While we were living there, coincidentally my brother was stationed at Biloxi AFB in Mississippi. When he had a few days leave, David and I would make the drive along the coast to get him and bring him back to the apartment for home cooked food. I think we did that 2-3 times while I was there. Because of that, we got to see the Gulf coastline as it existed before Katrina. We would play our Seals and Croft 8 track tape as we made the drive. In an eerie bit of recall, the words of the song I remember the most are "we may never pass this way again". Back then there was very little new development and much of the land still belonged to old plantations. It's said to think so much of it was destroyed in Katrina along with anything built after we left. Having lived someplace, even for a short time, and even though it was over 30 years ago and is many hundreds of miles away, I think it made the reality of Katrina a little more real for us. We knew the areas that had water up to their roofs.
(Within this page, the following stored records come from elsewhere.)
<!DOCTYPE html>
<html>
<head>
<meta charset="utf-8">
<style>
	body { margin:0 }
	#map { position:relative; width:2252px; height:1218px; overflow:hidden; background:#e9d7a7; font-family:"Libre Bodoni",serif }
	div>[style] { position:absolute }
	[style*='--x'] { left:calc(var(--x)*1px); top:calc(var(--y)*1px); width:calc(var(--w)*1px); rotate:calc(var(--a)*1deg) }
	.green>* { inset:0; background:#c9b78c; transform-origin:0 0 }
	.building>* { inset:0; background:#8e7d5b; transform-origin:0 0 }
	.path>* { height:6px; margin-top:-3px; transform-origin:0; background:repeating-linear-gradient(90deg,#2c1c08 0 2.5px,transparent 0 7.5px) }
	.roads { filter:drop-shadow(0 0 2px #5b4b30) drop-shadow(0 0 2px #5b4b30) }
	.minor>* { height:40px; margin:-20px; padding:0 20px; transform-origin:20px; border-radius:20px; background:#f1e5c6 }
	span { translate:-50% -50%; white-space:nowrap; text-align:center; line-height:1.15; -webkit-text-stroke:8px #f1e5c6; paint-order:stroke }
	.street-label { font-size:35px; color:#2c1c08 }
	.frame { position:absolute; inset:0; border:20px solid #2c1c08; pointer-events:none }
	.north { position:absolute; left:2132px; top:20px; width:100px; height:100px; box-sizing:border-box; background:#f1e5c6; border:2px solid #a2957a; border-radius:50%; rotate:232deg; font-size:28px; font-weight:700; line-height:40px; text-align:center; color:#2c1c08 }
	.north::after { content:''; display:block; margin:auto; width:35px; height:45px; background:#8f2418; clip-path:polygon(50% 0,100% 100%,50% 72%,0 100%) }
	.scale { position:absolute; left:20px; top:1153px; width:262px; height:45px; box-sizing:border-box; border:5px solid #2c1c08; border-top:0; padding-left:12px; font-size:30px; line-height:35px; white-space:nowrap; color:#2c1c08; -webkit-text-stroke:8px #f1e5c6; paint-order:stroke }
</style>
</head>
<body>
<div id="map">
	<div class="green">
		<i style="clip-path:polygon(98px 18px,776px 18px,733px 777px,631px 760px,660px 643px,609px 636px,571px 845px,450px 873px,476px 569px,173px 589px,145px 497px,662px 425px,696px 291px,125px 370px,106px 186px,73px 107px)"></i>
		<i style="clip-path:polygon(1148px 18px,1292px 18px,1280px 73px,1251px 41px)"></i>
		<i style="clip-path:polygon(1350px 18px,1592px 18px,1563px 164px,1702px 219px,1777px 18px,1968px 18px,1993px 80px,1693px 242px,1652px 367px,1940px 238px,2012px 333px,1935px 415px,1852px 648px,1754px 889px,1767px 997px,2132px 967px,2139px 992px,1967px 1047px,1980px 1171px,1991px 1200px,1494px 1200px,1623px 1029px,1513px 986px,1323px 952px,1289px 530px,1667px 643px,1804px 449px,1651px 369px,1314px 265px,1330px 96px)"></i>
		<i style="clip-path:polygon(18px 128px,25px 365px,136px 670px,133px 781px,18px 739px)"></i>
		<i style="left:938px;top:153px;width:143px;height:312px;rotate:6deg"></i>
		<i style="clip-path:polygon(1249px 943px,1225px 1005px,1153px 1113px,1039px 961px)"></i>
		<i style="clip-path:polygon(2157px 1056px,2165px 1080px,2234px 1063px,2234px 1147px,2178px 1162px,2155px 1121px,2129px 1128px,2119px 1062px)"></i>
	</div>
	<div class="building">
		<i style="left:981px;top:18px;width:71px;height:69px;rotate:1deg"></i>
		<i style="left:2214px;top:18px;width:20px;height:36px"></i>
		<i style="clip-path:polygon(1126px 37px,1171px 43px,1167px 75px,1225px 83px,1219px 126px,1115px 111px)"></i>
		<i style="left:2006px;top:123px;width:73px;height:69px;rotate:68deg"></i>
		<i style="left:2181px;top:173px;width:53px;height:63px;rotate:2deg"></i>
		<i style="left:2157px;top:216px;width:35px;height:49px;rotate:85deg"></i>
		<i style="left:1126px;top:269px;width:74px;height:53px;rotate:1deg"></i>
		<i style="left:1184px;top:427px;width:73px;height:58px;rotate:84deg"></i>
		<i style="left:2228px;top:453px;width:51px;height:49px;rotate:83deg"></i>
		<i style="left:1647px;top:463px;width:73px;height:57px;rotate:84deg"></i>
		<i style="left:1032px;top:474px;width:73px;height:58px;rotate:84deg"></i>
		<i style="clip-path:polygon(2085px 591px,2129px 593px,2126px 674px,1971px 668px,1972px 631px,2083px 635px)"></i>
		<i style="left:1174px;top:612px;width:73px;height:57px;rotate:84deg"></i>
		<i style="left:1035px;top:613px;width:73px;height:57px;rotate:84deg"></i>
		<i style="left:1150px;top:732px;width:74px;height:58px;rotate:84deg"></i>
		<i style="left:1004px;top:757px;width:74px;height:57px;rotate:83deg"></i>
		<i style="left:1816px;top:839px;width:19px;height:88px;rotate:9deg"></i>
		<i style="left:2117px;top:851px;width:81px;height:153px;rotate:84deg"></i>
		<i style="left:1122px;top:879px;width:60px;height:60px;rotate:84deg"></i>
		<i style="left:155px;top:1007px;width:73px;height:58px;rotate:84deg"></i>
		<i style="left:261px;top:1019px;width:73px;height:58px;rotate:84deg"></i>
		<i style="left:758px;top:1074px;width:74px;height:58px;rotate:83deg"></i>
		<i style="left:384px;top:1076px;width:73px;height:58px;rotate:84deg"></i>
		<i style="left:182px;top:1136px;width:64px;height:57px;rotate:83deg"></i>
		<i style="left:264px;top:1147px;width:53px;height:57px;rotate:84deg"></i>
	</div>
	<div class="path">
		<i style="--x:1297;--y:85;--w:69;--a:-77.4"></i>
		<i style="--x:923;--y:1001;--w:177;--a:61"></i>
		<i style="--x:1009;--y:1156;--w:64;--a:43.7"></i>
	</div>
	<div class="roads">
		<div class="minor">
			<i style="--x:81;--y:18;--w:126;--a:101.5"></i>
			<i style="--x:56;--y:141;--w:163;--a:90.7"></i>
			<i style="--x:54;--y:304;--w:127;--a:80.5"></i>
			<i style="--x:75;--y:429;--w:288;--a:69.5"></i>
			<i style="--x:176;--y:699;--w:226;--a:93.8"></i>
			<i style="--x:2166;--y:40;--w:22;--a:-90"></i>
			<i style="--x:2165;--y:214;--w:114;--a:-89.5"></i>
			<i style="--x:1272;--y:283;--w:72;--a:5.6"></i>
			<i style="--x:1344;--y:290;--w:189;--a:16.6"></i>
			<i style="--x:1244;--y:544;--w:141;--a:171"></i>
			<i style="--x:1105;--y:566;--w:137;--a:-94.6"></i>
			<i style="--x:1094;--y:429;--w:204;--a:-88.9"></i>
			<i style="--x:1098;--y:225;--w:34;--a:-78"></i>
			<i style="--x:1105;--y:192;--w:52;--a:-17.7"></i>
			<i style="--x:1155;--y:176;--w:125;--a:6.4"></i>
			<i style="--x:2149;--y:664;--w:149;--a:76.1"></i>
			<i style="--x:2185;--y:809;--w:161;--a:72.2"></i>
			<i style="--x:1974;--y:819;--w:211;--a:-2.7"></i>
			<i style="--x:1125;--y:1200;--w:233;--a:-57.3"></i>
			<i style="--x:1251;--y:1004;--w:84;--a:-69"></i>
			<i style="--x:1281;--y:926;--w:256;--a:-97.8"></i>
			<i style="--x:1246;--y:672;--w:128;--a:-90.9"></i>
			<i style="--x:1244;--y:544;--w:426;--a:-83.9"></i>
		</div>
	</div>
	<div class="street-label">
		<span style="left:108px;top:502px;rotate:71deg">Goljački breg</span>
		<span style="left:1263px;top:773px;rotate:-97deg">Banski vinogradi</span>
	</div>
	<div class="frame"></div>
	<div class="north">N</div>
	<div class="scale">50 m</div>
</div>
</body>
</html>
We knew the west bank where residents attempted to flee only to be stopped because those areas were low lying and hit very hard as well. It was easy for us to understand how and why everything flooded. Just so so sad.
And now the residents are once again faced with another storm of catastrophic proportions. All we can do is wait and hope and pray for all those residents that are being evacuated from newly rebuilt homes, partially rebuilt homes and even those still temporary shelters. And pray for the safety of the personnel who need to stay behind and for those being deployed to the area for the all important jobs and emergency work. My sweet friend Mary over at Gettysburg Homestead is on standby and may be deployed to the area after the storm. Please keep her and her family in your thoughts and prayers as well.
On a lighter note, I have once again been given the Primitive Excellence Award by five sweet Prim blogger friends. Carolyn over at Cranberry Crossings, Wendy over at The Cozy Yellow House, Pam over at Antique or Not, Cathy over at Hazelruthes and Sandy over at For the Love of Prims all honored me with this fun award. I thank them each and you can check out their own Excellent Primitive blogs by checking my blog roll. I love seeing how they decorate and the crafts they make. It has been so much fun getting to meet other primitive loving gals. We each have our own style of prim and I love to see the differences and the commonalities.
The one thing we all love is to decorate for the seasons - prims really seem to lend themselves particularly well to fall of course! I did start my fall decorating this weekend. I have most of my items in place, but in my eye, our home never looks done until all my bittersweet is in place. We may go looking tomorrow morning if time permits. In the meantime, I broke up my new garland into smaller pieces to place here and there. I am really not much of a pip berry/garland type gal but it sure does make it easier to have something you can use year after year. Here in MA, bittersweet is now considered a no-no because it is so invasive. It is being eradicated along roadways and railways and is getting harder to find. It is illegal to sell it in any shape or form even so in the future, garlands and pip berries may be my only choice!
I did take a few pictures and I'll share these as just a sneak peak. Things may change before I am done, but it is beginning to look like fall Behind My Red Door!
Enjoy what is left of the long weekend and pray that Gustav some how weakens dramatically and spares all parts of the gulf coast from any major damage.